- **Exercise instructions**
A complete answer lists every line of the entries below where the string "filters" appears.

- **Source data**
'''

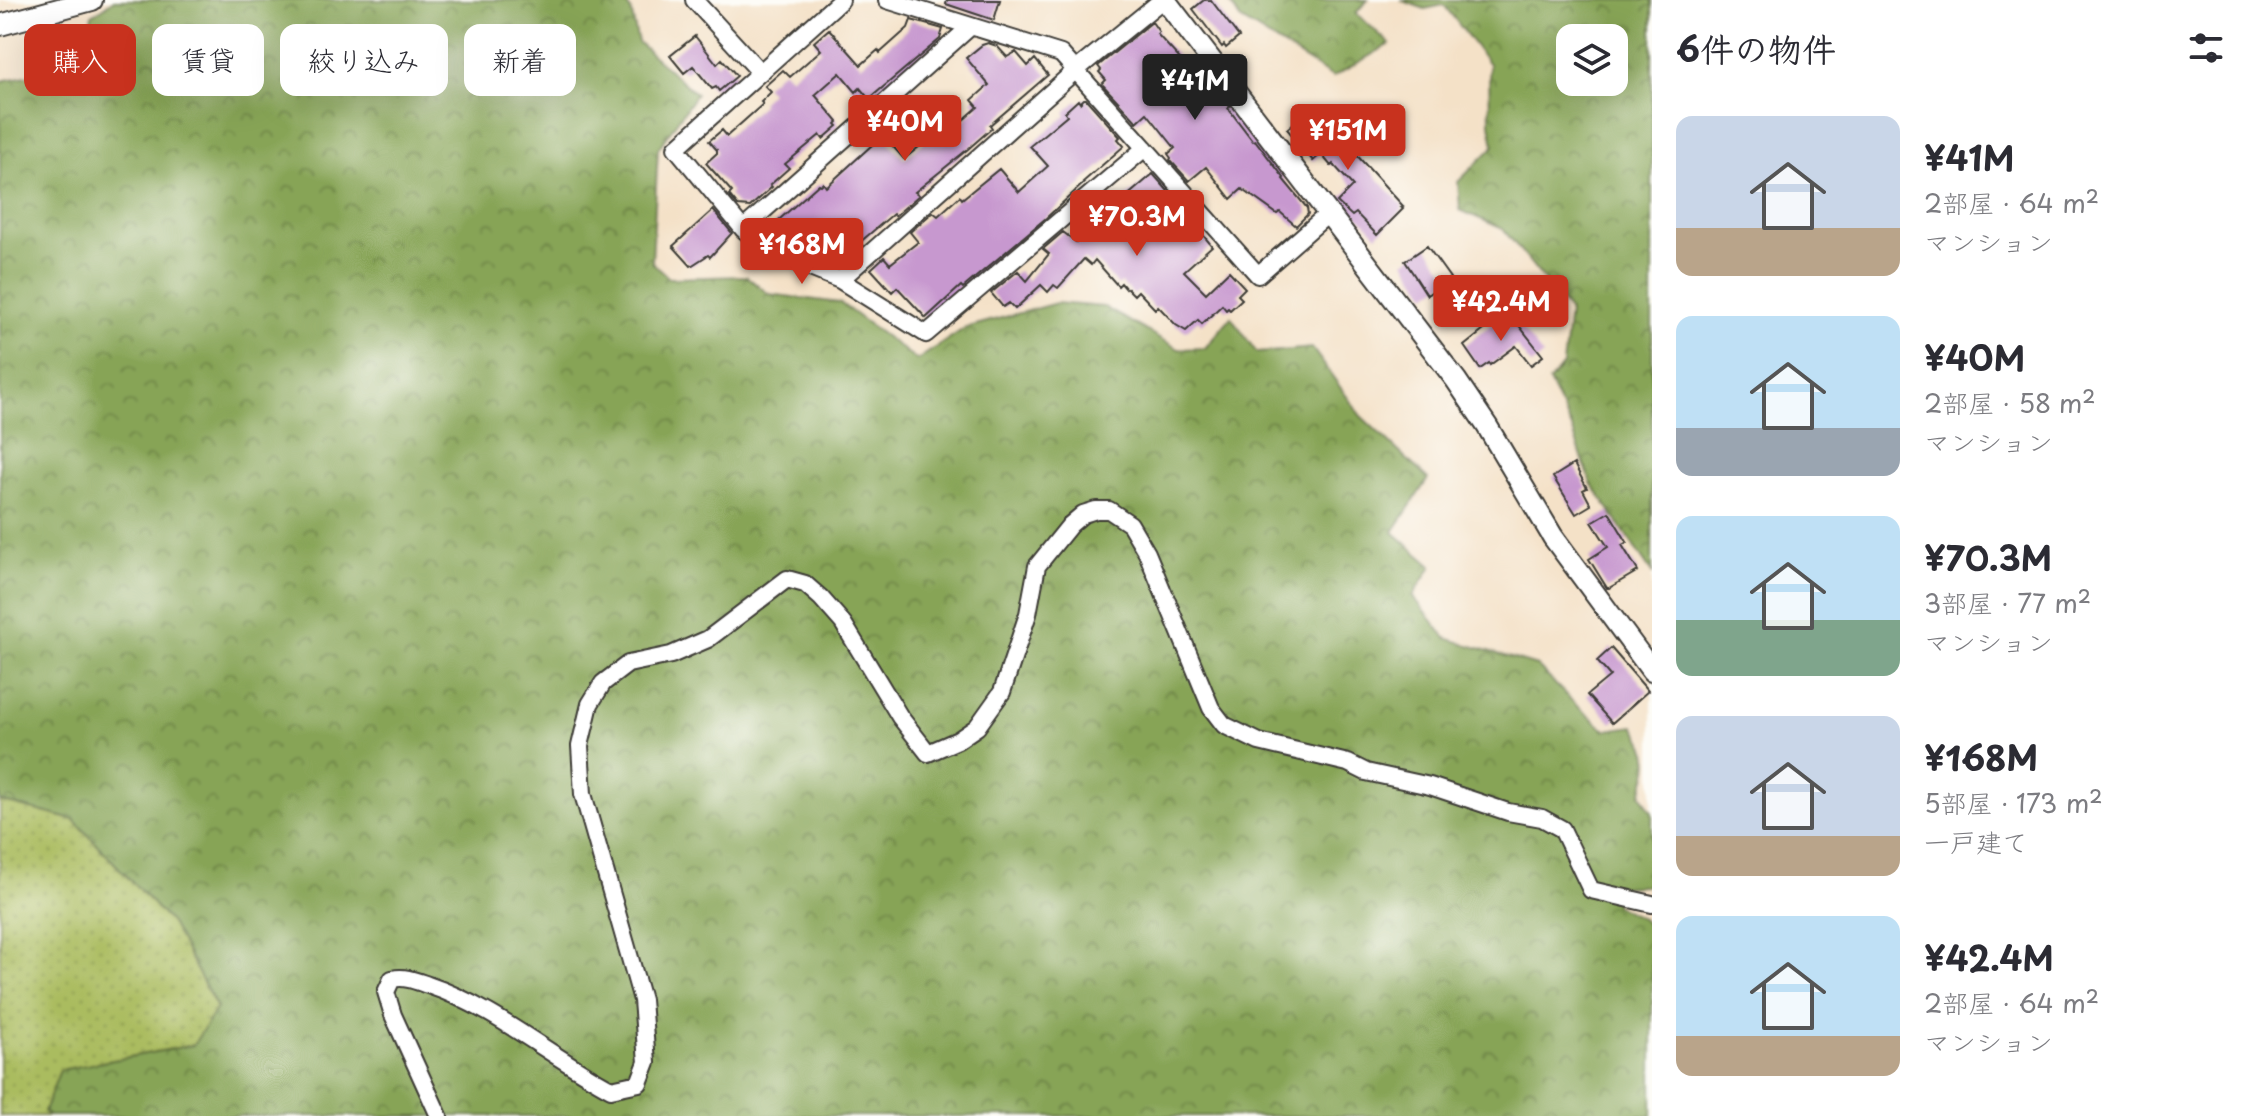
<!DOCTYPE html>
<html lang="ja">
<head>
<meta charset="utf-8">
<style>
  :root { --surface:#fff; --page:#f7f7f7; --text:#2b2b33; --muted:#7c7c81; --accent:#c8321e }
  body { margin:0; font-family:"Playpen Sans","Klee One",sans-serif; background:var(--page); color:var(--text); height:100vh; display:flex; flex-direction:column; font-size:30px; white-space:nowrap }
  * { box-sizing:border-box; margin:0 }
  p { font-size:26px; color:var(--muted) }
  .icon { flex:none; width:44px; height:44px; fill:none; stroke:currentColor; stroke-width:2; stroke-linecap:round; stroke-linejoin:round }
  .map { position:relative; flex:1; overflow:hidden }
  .sheet { display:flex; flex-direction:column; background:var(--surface); width:600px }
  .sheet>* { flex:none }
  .banner { position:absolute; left:24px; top:24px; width:760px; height:72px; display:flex; gap:16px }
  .buttons { position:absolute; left:1556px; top:24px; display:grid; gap:16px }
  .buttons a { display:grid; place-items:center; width:72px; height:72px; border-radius:16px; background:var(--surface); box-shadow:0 8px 32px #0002; font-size:40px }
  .price { position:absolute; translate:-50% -68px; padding:0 18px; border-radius:8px; background:var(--accent); color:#fff; font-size:26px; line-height:52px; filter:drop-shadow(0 2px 4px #0008) }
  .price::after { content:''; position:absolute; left:50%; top:48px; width:24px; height:18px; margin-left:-12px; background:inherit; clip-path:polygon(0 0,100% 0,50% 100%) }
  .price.active { background:#222; color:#fff }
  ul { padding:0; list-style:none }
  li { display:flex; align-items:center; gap:24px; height:200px; padding:0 24px }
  li span { display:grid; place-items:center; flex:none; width:224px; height:160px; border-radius:16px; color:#555 }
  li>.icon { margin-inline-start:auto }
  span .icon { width:96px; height:96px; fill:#fffc; stroke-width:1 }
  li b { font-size:34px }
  h2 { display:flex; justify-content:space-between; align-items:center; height:96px; padding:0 24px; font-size:34px }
  .chip { padding:0 28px; border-radius:16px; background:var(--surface); box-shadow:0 8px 32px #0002; font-size:28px; line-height:72px }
  .chip.active { background:var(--accent); color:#fff }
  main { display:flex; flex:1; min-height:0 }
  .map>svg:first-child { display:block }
  .grass { fill:url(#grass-dots); stroke:#636c3e; stroke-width:2 }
  .forest { fill:url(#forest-crowns); stroke:#526039; stroke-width:2; fill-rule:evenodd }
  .building { fill:#c798cf }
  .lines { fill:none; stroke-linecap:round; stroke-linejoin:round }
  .minor-casing { stroke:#3c3a36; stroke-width:20 }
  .tertiary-casing { stroke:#3c3a36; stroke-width:24 }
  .minor { stroke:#fff; stroke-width:16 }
  .tertiary { stroke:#fff; stroke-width:20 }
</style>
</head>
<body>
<main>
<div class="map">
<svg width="1652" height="1116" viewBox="0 0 1652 1116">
  <defs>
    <pattern id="grass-dots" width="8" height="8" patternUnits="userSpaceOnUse" patternTransform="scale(2)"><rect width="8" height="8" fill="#aabc5f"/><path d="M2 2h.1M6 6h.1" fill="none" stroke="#92a152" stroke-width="1.8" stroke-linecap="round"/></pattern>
    <pattern id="forest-crowns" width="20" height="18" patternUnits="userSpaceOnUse" patternTransform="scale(2)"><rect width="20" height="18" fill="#87a456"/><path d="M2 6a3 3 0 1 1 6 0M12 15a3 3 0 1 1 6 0" fill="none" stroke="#6e8546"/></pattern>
  </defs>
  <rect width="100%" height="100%" fill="#fdfcf7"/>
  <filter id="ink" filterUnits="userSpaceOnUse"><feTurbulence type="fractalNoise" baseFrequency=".0125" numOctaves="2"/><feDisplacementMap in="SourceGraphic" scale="16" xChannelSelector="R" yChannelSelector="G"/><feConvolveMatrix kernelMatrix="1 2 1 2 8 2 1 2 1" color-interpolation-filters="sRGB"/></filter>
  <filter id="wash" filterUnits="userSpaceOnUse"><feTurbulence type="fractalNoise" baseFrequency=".006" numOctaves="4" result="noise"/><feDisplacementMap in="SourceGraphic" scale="32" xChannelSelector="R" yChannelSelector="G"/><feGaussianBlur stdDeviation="1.8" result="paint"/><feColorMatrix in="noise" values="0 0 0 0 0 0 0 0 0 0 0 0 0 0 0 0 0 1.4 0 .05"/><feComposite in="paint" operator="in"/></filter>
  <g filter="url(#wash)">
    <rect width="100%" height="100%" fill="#f4e1c7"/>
    <path class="grass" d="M0,801L74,820L171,923L217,1008L194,1045L60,1071L44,1112L49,1116H0Z"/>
    <path class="forest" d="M114,0H621L631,10L638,42L696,94L658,149L652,262L669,278L746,276L769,294L840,303L917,360L965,328L1056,303L1104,307L1179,349L1205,348L1231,317L1257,353L1312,348L1361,416L1428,479L1393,532L1432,566L1413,596L1446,638L1537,666L1577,706L1606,730L1634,726C1652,756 1652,761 1641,794L1652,812V880L1646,886L1617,887L1615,905L1641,918L1652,930V1116H49L44,1112L60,1070L193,1045L217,1008L171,923L74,820L0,801V81L56,70L54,48L88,38L92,15Z
      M1228,0H1368L1356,13L1390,44L1333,77L1240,19Z
      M1400,0H1652V573L1591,483L1571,426L1549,382L1563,365L1569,311L1503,229L1460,210L1458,182L1494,146L1490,124L1489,64L1444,5L1425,9ZM1570,38H1614V82H1570Z"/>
    <g id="blocks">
      <path class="building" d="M947,0H1000L994,20L946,4Z
        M1204,0H1211L1239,37L1226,48L1224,45L1222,47L1193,9Z
        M911,20L943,29L940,39L869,99L860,88L856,92L840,73L815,95L838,122L836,124L838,126L823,139L820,135L785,164L789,168L770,185L772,187L750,207L738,206L729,195L732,192L706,163L717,153V150L709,141L722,130L727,136L763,104L761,102L771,92L765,86L783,70L790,77L821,50L814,42L829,29L861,65L878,50L880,53L908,28Z
        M1152,22L1159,32L1157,34L1189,69L1196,64L1230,106L1228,108L1253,141L1255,140L1284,178L1283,179L1307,208L1308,214L1296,226L1280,212L1277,214L1242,189L1231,199L1206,167L1189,181L1170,160L1171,158L1168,154L1175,148L1147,113L1137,122L1102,84L1106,80L1099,72L1101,70L1098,66Z
        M695,36L717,64L722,59L737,76L719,91L716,87L712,89L693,66L684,73L670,56Z
        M988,43L997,46L1007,57L1016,52L1028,66L1035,59L1048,75L990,125L992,128L968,149L915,192L919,195L895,216L893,214L839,260L837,257L836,259L808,230L790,246L788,244L772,226L819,184L821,185L823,183L826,187L883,135L904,159L947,124L952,130L978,107L972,100L989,85L966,58L982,45Z
        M1084,99H1086L1120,137L1118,139L1124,146L1083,182L1084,183L1046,218L963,288L961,286L926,318L897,287L892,292L871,269L884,257L890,264L918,242L910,232L933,212L938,216L960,196L962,199L999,169L1019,192L1048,166L1030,146L1067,115L1065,112L1078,100L1080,103Z
        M1313,107L1403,206L1401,207L1403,209L1377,235L1356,213L1352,216L1337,202L1353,186L1333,164L1331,166L1321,154L1313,161L1287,129Z
        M1153,174L1197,224L1195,225L1212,246L1184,271L1206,293L1229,271L1245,288L1238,295L1242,299L1230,310L1228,308L1226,310L1222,305L1202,324L1198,320L1186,331L1176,325L1158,306L1155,309L1138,291L1134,295L1127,288L1126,289L1121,283L1118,286L1095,260L1091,265L1084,259L1058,288L1054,285L1048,292L1041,285L1015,309L1009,303L1003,307L991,293L1018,271L1027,281L1049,254L1043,249L1063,232L1076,242L1090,228Z
        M713,210L732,233L710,257L708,255L691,266L673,246Z
        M1427,246L1450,278L1427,295L1405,261Z
        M1504,314L1507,317L1510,314L1543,356L1531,365L1516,346L1490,365L1489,363L1480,369L1464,346Z
        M1574,464L1587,488L1583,490L1591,505L1576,514L1553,477Z
        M1609,512L1627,542L1622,545L1638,571L1609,588H1607L1589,559L1608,547L1592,522Z
        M1611,648L1648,691L1612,723L1587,695L1610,676L1597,661Z"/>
    </g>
  </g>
  <g filter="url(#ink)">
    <use href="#blocks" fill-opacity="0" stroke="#3c3a36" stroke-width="2"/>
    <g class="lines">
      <defs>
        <path id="minor" d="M694,0L760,72
          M841,0L676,148L743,229L768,251L840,280L926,334L1145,148
          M887,0L1061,54L1258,275L1329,213
          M743,229L970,27
          M840,280L1076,70L1162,0
          M439,1116L393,1015L386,992L392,979C406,976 416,981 428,985C496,1008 549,1056 611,1089L639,1083L647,1062L642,1000L583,794L580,746L590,704L603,683L628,664L671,655L708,639L787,579L805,584L821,598L843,623L900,717L928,753L958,740L977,727L1002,692L1028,614L1037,566L1070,525L1083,514L1096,510H1109L1130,524L1147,553L1211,708L1224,725L1259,742L1348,763L1366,772L1430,786L1508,812L1542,818L1562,829L1591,890L1652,904"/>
        <path id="tertiary" d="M1165,0L1456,380L1487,426L1553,537L1652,671
          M0,25L92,0"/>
      </defs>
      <use href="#minor" class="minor-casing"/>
      <use href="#tertiary" class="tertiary-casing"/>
      <use href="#minor" class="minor"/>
      <use href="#tertiary" class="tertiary"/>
    </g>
  </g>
</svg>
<div class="buttons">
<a><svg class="icon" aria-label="layers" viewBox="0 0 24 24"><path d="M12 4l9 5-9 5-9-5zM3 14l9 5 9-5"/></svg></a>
</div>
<b class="price active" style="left:1195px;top:122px">¥41M</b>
<b class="price" style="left:905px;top:163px">¥40M</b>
<b class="price" style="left:1348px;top:172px">¥151M</b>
<b class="price" style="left:1137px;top:258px">¥70.3M</b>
<b class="price" style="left:802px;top:286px">¥168M</b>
<b class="price" style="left:1501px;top:343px">¥42.4M</b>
<div class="banner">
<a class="chip active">購入</a>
<a class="chip">賃貸</a>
<a class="chip">絞り込み</a>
<a class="chip">新着</a>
</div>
</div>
<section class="sheet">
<h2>6件の物件<svg class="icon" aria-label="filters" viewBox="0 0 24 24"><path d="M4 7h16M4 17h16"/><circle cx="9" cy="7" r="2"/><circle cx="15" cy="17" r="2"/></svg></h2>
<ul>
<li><span style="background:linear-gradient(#c9d6e8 70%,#b9a48a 0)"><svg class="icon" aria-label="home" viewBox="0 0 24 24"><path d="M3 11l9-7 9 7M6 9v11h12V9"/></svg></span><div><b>¥41M</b><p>2部屋 · 64 m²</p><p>マンション</p></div></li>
<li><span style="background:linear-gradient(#bfe0f5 70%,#9aa5b1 0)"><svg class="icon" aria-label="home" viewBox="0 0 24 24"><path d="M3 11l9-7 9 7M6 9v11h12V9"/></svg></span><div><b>¥40M</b><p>2部屋 · 58 m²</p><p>マンション</p></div></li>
<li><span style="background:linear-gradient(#bfe0f5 65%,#7fa58c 0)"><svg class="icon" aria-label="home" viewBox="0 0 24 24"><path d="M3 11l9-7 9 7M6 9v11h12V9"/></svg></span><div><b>¥70.3M</b><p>3部屋 · 77 m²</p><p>マンション</p></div></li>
<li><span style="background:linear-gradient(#c9d6e8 75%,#b9a48a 0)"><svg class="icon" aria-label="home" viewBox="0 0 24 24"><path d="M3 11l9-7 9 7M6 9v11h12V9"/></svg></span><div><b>¥168M</b><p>5部屋 · 173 m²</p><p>一戸建て</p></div></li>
<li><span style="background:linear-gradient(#bfe0f5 75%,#b9a48a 0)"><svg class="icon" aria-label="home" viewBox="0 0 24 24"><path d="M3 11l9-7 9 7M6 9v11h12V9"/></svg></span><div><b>¥42.4M</b><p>2部屋 · 64 m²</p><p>マンション</p></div></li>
</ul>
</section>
</main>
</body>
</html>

'''

- **Answer to this problem**
  <filter id="ink" filterUnits="userSpaceOnUse"><feTurbulence type="fractalNoise" baseFrequency=".0125" numOctaves="2"/><feDisplacementMap in="SourceGraphic" scale="16" xChannelSelector="R" yChannelSelector="G"/><feConvolveMatrix kernelMatrix="1 2 1 2 8 2 1 2 1" color-interpolation-filters="sRGB"/></filter>
<h2>6件の物件<svg class="icon" aria-label="filters" viewBox="0 0 24 24"><path d="M4 7h16M4 17h16"/><circle cx="9" cy="7" r="2"/><circle cx="15" cy="17" r="2"/></svg></h2>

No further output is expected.